Assigned task => Narrow the data below down to the lines containing "Order".

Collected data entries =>
------------------------------------------------------------

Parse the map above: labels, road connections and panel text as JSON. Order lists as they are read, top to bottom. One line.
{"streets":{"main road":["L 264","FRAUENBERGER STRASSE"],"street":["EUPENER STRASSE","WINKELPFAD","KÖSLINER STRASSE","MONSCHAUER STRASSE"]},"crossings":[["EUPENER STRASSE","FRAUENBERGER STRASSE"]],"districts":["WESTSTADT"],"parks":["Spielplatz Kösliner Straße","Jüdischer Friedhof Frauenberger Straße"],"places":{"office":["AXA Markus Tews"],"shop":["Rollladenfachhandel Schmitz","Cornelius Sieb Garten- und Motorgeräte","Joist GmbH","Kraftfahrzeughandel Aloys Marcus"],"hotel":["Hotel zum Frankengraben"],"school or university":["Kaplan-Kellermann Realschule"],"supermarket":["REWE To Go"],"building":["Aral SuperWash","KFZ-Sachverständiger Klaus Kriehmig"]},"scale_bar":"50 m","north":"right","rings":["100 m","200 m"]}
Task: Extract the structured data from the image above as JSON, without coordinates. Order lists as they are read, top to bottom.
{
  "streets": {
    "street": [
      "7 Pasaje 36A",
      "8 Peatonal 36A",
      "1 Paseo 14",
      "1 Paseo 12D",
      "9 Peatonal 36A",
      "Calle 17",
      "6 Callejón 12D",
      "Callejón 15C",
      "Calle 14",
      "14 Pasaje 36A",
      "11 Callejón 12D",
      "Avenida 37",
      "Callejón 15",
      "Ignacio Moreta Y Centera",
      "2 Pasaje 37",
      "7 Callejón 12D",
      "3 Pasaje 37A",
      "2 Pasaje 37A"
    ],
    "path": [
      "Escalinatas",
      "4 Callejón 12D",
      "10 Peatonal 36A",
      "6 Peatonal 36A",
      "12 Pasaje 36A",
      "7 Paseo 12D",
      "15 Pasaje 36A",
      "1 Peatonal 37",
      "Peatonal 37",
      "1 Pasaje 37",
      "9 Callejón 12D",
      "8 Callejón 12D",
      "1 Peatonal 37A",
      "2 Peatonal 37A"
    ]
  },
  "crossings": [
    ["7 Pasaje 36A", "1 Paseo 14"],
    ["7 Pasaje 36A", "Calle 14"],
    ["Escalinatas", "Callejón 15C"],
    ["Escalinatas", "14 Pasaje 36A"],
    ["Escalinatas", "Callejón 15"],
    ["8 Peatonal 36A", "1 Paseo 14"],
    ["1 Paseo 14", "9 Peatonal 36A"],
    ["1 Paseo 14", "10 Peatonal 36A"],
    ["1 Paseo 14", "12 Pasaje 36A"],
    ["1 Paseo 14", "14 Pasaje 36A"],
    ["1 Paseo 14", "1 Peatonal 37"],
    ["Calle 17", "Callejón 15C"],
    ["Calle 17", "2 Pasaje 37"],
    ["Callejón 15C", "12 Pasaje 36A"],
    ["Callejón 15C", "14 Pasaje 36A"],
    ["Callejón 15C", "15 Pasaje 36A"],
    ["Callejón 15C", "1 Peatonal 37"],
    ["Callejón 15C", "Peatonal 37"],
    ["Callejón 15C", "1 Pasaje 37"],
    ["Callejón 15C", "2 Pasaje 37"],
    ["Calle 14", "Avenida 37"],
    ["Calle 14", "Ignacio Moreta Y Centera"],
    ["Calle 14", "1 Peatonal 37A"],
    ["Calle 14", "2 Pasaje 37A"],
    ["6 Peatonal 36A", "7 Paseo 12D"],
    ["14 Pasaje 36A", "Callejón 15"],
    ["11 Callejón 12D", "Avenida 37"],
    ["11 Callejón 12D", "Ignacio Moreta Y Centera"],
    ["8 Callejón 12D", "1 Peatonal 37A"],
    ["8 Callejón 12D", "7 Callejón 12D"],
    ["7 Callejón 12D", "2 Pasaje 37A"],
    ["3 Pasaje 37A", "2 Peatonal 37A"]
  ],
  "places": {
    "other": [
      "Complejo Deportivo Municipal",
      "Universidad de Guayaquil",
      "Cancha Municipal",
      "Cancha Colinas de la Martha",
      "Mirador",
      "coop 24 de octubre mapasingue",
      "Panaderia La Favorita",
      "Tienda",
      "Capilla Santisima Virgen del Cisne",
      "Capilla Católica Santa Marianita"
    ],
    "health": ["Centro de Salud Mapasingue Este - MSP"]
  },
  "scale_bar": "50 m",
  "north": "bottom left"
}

------------------------------------------------------------

Exercise result =>
Parse the map above: labels, road connections and panel text as JSON. Order lists as they are read, top to bottom. One line.
Task: Extract the structured data from the image above as JSON, without coordinates. Order lists as they are read, top to bottom.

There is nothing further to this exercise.